==== RECORDED INFORMATION

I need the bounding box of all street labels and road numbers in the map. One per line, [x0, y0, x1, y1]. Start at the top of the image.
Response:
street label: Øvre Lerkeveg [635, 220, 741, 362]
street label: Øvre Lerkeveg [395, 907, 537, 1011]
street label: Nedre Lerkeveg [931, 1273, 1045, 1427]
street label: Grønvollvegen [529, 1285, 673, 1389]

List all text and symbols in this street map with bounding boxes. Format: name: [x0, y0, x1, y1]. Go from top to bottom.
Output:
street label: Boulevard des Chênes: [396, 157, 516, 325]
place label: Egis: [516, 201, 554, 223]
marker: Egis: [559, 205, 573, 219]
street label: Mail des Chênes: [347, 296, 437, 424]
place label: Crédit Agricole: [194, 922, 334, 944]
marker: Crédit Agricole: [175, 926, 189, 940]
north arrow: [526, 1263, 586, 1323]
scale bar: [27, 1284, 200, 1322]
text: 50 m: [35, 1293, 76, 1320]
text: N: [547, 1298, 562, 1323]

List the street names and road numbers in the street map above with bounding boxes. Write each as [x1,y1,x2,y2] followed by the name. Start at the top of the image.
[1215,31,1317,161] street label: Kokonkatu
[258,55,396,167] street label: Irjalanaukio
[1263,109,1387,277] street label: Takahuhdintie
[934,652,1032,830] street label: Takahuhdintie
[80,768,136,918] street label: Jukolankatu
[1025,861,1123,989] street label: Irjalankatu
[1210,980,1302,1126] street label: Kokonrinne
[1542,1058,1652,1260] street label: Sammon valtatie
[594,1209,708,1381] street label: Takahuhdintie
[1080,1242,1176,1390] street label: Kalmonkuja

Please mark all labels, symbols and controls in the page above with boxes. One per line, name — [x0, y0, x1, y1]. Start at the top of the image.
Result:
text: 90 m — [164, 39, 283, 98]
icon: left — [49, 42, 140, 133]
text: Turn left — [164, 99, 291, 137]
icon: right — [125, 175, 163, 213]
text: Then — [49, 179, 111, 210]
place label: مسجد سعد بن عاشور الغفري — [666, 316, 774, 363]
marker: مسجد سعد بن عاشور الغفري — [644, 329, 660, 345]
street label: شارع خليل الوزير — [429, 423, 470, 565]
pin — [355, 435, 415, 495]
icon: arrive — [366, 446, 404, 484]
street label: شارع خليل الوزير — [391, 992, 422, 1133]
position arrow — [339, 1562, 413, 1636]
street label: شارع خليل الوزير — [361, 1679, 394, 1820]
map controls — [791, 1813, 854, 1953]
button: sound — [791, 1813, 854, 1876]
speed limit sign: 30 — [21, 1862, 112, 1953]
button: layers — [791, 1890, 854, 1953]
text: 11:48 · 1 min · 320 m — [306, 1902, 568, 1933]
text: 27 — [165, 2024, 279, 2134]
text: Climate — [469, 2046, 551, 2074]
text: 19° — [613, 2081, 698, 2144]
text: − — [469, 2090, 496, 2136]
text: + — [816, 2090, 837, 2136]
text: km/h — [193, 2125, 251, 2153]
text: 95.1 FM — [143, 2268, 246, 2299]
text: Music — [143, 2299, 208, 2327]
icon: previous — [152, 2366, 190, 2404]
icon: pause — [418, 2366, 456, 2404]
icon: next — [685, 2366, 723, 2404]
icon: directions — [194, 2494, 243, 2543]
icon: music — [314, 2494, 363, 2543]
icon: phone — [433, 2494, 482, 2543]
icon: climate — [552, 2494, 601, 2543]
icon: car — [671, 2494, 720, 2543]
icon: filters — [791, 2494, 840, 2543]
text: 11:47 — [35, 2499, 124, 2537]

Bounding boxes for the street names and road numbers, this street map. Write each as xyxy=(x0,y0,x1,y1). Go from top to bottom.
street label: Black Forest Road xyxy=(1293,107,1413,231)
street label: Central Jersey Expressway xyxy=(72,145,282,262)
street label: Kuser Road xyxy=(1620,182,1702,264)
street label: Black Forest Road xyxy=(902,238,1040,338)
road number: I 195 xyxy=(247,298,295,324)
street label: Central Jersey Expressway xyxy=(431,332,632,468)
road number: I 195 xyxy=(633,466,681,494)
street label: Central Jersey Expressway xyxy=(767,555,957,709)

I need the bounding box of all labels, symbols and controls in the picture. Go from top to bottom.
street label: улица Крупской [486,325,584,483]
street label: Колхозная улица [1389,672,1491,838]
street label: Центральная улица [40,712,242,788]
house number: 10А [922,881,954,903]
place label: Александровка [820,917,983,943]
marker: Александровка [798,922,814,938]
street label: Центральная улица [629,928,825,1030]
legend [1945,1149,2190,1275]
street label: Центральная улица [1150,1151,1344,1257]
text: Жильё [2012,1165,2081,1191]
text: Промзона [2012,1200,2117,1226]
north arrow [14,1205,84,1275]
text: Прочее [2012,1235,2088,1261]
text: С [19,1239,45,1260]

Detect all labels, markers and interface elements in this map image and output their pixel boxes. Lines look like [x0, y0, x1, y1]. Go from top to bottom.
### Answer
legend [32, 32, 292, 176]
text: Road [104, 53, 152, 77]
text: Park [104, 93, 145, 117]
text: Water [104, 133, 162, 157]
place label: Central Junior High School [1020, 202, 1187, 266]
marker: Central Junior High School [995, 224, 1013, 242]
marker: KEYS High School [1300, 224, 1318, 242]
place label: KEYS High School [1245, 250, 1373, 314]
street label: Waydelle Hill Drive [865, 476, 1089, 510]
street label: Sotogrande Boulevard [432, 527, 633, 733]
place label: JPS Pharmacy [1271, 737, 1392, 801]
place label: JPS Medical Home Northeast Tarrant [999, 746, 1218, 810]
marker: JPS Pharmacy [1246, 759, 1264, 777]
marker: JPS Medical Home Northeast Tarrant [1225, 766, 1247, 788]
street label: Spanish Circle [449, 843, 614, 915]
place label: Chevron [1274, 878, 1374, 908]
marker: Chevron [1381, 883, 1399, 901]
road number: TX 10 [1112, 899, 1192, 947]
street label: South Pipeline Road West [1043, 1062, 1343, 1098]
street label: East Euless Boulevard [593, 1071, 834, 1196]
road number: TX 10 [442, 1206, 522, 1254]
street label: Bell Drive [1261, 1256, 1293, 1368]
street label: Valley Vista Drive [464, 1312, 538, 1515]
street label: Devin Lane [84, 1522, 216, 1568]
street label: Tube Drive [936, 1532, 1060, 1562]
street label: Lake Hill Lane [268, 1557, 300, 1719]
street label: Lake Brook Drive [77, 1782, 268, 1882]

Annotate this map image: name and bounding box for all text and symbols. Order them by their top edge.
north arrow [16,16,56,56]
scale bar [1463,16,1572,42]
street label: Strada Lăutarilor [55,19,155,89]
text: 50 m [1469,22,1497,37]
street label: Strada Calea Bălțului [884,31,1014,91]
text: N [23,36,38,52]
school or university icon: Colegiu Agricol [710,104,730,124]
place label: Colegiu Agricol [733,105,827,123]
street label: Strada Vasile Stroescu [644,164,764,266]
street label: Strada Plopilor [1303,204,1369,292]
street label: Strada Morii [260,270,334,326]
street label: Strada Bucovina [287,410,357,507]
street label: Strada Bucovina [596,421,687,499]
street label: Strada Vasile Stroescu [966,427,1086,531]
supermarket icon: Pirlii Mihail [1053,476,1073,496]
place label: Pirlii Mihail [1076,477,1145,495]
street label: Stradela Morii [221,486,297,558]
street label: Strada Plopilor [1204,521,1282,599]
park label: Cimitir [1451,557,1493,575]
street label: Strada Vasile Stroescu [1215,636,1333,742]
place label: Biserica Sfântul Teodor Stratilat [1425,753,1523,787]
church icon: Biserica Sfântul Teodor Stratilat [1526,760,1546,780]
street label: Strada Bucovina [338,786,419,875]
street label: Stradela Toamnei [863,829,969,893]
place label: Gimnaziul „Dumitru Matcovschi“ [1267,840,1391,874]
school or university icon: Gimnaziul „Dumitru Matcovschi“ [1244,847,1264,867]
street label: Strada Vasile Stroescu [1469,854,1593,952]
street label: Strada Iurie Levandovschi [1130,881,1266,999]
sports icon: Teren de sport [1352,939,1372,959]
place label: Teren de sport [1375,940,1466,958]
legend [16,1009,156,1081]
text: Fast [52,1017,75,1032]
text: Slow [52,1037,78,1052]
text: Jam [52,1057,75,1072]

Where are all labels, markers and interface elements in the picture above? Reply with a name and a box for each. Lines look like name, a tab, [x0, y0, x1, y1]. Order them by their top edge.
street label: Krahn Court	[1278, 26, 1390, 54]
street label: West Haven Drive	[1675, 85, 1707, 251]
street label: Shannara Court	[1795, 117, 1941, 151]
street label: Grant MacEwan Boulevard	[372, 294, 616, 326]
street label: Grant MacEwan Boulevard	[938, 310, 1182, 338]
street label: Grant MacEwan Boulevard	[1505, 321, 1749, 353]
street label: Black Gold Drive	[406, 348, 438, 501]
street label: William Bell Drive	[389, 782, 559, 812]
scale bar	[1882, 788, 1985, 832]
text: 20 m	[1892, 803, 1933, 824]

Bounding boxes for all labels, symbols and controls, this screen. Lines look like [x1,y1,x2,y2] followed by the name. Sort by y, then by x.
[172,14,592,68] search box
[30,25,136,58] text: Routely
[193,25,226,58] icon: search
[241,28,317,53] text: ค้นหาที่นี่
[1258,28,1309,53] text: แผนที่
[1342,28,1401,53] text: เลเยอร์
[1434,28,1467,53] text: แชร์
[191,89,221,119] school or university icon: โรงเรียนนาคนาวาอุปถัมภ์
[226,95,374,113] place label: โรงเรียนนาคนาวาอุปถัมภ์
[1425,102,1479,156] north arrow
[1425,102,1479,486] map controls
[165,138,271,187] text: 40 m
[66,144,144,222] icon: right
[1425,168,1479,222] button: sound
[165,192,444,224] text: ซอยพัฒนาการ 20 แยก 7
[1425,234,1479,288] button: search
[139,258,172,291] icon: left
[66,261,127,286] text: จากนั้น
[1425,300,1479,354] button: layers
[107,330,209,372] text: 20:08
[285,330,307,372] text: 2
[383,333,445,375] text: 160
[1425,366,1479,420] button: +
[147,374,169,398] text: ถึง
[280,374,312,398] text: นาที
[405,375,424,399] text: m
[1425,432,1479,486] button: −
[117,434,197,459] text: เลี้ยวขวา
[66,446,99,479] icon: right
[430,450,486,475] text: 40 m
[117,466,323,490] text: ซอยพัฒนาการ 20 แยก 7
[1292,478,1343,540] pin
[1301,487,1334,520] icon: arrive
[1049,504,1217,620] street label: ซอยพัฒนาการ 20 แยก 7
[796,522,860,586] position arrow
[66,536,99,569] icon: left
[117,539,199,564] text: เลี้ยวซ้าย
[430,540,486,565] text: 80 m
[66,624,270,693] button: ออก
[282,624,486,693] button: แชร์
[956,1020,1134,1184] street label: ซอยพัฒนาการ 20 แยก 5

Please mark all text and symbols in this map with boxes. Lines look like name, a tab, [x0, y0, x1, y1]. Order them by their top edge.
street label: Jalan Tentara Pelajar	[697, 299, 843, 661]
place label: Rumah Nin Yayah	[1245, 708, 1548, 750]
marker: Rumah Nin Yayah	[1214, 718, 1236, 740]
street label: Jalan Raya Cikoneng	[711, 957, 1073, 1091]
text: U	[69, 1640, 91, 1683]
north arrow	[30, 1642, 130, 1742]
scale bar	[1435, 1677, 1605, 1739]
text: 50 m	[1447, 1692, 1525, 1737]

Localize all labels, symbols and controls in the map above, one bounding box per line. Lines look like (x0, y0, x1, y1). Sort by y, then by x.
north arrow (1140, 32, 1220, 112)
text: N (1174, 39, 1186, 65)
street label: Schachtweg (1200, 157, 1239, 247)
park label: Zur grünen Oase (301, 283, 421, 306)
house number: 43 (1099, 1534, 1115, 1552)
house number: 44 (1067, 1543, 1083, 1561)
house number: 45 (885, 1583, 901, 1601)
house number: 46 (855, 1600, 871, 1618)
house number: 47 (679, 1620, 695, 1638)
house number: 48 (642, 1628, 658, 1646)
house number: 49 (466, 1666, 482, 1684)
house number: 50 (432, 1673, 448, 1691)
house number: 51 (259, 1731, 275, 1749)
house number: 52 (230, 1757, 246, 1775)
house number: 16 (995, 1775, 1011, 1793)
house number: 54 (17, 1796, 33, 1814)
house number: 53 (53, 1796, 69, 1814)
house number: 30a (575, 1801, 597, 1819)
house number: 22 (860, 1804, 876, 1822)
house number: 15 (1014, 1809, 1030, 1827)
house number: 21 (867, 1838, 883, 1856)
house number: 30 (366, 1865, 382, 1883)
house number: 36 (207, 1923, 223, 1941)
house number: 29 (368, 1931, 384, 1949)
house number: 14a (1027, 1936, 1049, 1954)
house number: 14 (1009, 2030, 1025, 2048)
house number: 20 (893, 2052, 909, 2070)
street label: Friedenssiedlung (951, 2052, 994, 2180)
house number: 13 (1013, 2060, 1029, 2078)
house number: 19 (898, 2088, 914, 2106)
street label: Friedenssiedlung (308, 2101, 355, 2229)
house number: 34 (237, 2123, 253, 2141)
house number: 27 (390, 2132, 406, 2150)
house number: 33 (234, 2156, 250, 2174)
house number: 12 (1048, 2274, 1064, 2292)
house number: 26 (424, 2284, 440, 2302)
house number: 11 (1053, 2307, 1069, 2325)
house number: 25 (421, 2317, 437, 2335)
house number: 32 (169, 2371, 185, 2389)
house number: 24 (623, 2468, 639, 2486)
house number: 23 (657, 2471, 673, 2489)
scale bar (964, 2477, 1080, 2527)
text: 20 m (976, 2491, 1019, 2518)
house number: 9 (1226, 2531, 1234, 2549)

========

> _WORK INSTRUCTIONS_: Beginning with the top line of the data above, output every line exactly until the one that contains "Please mark all labels, symbols", and include that one too.

> _WRITTEN SOLUTION_:
I need the bounding box of all street labels and road numbers in the map. One per line, [x0, y0, x1, y1]. Start at the top of the image.
Response:
street label: Øvre Lerkeveg [635, 220, 741, 362]
street label: Øvre Lerkeveg [395, 907, 537, 1011]
street label: Nedre Lerkeveg [931, 1273, 1045, 1427]
street label: Grønvollvegen [529, 1285, 673, 1389]

List all text and symbols in this street map with bounding boxes. Format: name: [x0, y0, x1, y1]. Go from top to bottom.
Output:
street label: Boulevard des Chênes: [396, 157, 516, 325]
place label: Egis: [516, 201, 554, 223]
marker: Egis: [559, 205, 573, 219]
street label: Mail des Chênes: [347, 296, 437, 424]
place label: Crédit Agricole: [194, 922, 334, 944]
marker: Crédit Agricole: [175, 926, 189, 940]
north arrow: [526, 1263, 586, 1323]
scale bar: [27, 1284, 200, 1322]
text: 50 m: [35, 1293, 76, 1320]
text: N: [547, 1298, 562, 1323]

List the street names and road numbers in the street map above with bounding boxes. Write each as [x1,y1,x2,y2] followed by the name. Start at the top of the image.
[1215,31,1317,161] street label: Kokonkatu
[258,55,396,167] street label: Irjalanaukio
[1263,109,1387,277] street label: Takahuhdintie
[934,652,1032,830] street label: Takahuhdintie
[80,768,136,918] street label: Jukolankatu
[1025,861,1123,989] street label: Irjalankatu
[1210,980,1302,1126] street label: Kokonrinne
[1542,1058,1652,1260] street label: Sammon valtatie
[594,1209,708,1381] street label: Takahuhdintie
[1080,1242,1176,1390] street label: Kalmonkuja

Please mark all labels, symbols and controls in the page above with boxes. One per line, name — [x0, y0, x1, y1]. Start at the top of the image.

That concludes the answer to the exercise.